Yesterday I finished up my third SPA based on Angular 5 (if you're wondering if I'm using the final release or not, check this, this and then this other post and you might get an idea). The debug went good and the unit test were all green, so I hit the Visual Studio 2017 Publish button and went to get me a drink. When I came back, I was very displeased to see that the publish job failed due to the following compilation error:
The command "node node_modules/webpack/bin/webpack.js --env.prod" exited with code 2
I immediately thought it was strange to say the least, considering the fact that the manual build went good. I tried to perform it again, and it went well without any trace of that error. What the hell was going on? Almost without thinking, I started googling the error around until I stumbled upon this post, which didn't help me at all: few quick checks immediately told me that it definitely wasn't a Node.JS, PATH and/or execution folder issue. The culprit must've been somewhere else.

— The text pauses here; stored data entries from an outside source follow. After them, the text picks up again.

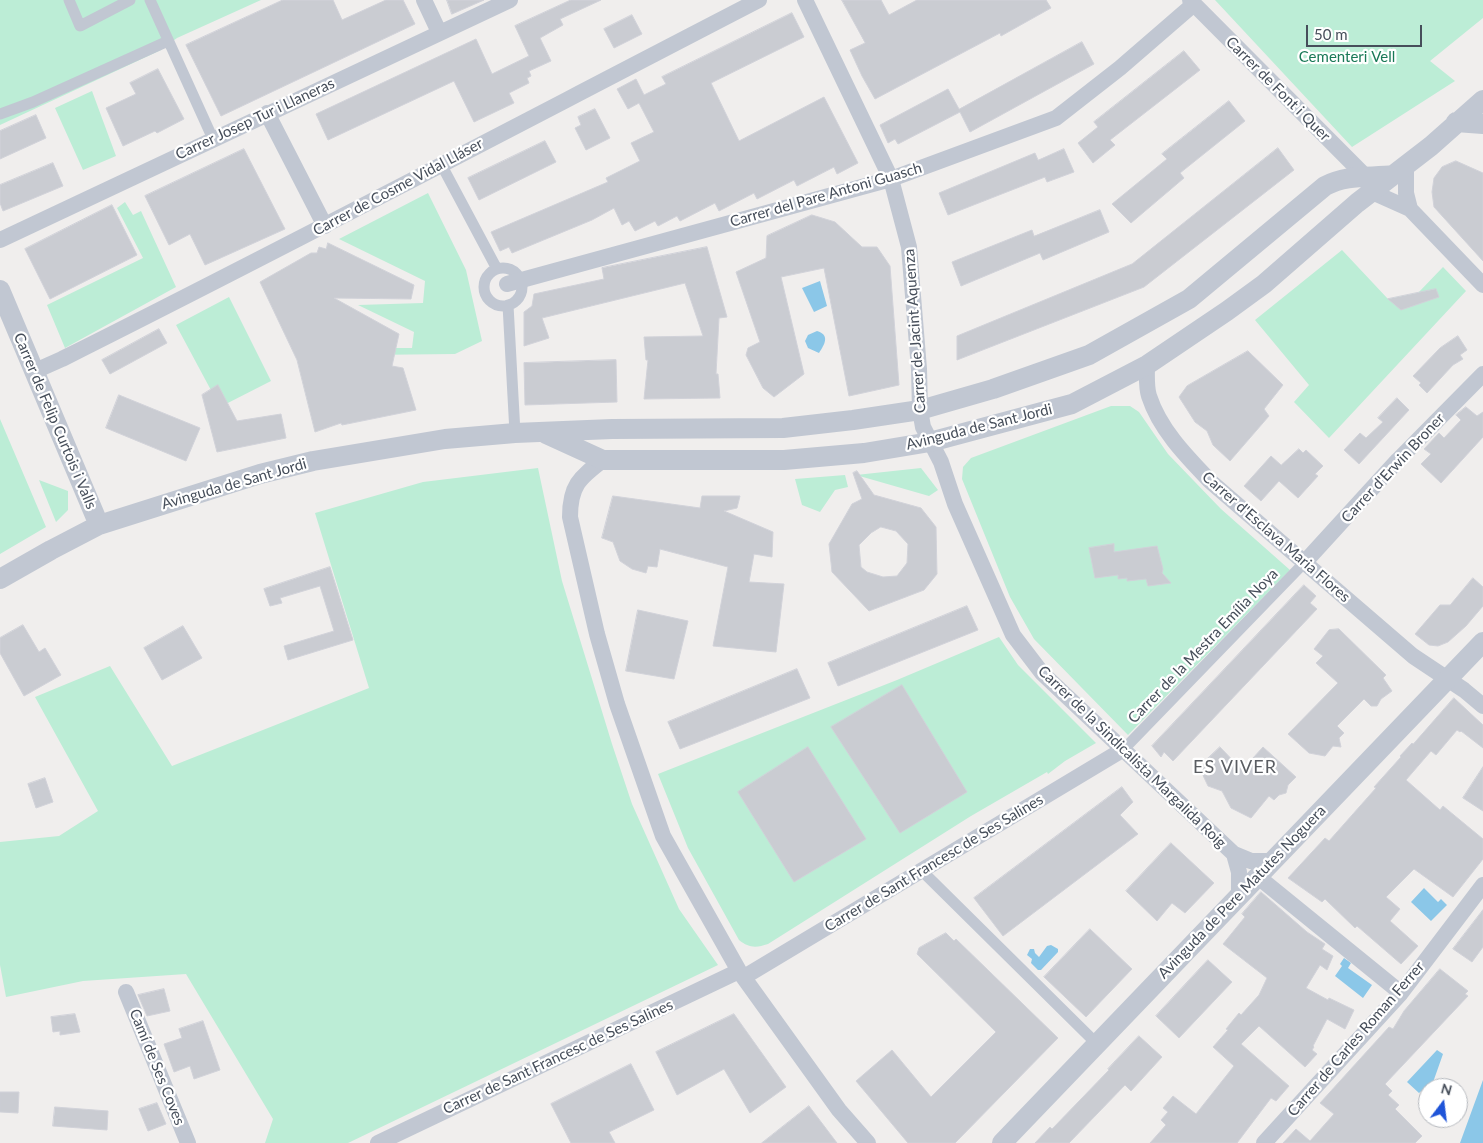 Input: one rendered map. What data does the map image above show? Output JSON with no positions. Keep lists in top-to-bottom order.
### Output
{
  "streets": {
    "street": [
      "Carrer de Font i Quer",
      "Carrer Josep Tur i Llaneras",
      "Carrer de Cosme Vidal Lláser",
      "Carrer del Pare Antoni Guasch",
      "Carrer de Jacint Aquenza",
      "Carrer de Felip Curtois i Valls",
      "Avinguda de Sant Jordi",
      "Carrer d'Erwin Broner",
      "Carrer d'Esclava Maria Flores",
      "Carrer de la Mestra Emília Noya",
      "Carrer de la Sindicalista Margalida Roig",
      "Carrer de Sant Francesc de Ses Salines",
      "Avinguda de Pere Matutes Noguera",
      "Carrer de Carles Roman Ferrer",
      "Camí de Ses Coves"
    ]
  },
  "crossings": [
    ["Carrer de Font i Quer", "Carrer del Pare Antoni Guasch"],
    ["Carrer de Font i Quer", "Avinguda de Sant Jordi"],
    ["Carrer de Cosme Vidal Lláser", "Carrer de Felip Curtois i Valls"],
    ["Carrer del Pare Antoni Guasch", "Carrer de Jacint Aquenza"],
    ["Carrer de Jacint Aquenza", "Avinguda de Sant Jordi"],
    ["Carrer de Jacint Aquenza", "Carrer de la Sindicalista Margalida Roig"],
    ["Carrer de Felip Curtois i Valls", "Avinguda de Sant Jordi"],
    ["Avinguda de Sant Jordi", "Carrer d'Esclava Maria Flores"],
    ["Avinguda de Sant Jordi", "Carrer de la Sindicalista Margalida Roig"],
    ["Carrer d'Erwin Broner", "Carrer d'Esclava Maria Flores"],
    ["Carrer d'Erwin Broner", "Carrer de la Mestra Emília Noya"],
    ["Carrer d'Esclava Maria Flores", "Carrer de la Mestra Emília Noya"],
    ["Carrer d'Esclava Maria Flores", "Avinguda de Pere Matutes Noguera"],
    ["Carrer de la Mestra Emília Noya", "Carrer de la Sindicalista Margalida Roig"],
    ["Carrer de la Mestra Emília Noya", "Carrer de Sant Francesc de Ses Salines"],
    ["Carrer de la Sindicalista Margalida Roig", "Carrer de Sant Francesc de Ses Salines"],
    ["Carrer de la Sindicalista Margalida Roig", "Avinguda de Pere Matutes Noguera"]
  ],
  "districts": ["ES VIVER"],
  "parks": ["Cementeri Vell"],
  "scale_bar": "50 m",
  "north": "top"
}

At a certain point, I had the obvious thought to execute that command from the command-line, so I could at least see those WebPack & TypeScript compiler errors who magically happened to be there only during publish.
1 |
C:\MySolutionPath> node node_modules/webpack/bin/webpack.js --env.prod |
Why it took so long for me to figure it out? Anyway, as soon as I did that a bunch of strange TypeScript errors flooded my commant prompt screen:
1 2 3 4 5 6 |
ERROR in navmenu.component.html: Property 'auth' is protected and only accessible within class 'NavMenuComponent' and its subclasses. ERROR in navmenu.component.html: Property 'auth' is protected and only accessible within class 'NavMenuComponent' and its subclasses. ERROR in navmenu.component.html: Property 'auth' is protected and only accessible within class 'NavMenuComponent' and its subclasses. ERROR in quiz.component.html: Property 'auth' is private and only accessible within class 'QuizComponent'. ERROR in quiz.component.html: Property 'auth' is private and only accessible within class 'QuizComponent'. ERROR in quiz.component.html: Property 'auth' is private and only accessible within class 'QuizComponent'. |
... And so on. An insane amount of private and protected properties, instantiated through Dependency Injection within some of my Angular components, which couldn't be accessed by the class template file anymore... despite the fact that they could, when I built the project few seconds earlier! Not to mention the fact that these properties should be accessible by design, since the template file is also part of the Angular component and gets built within the same class!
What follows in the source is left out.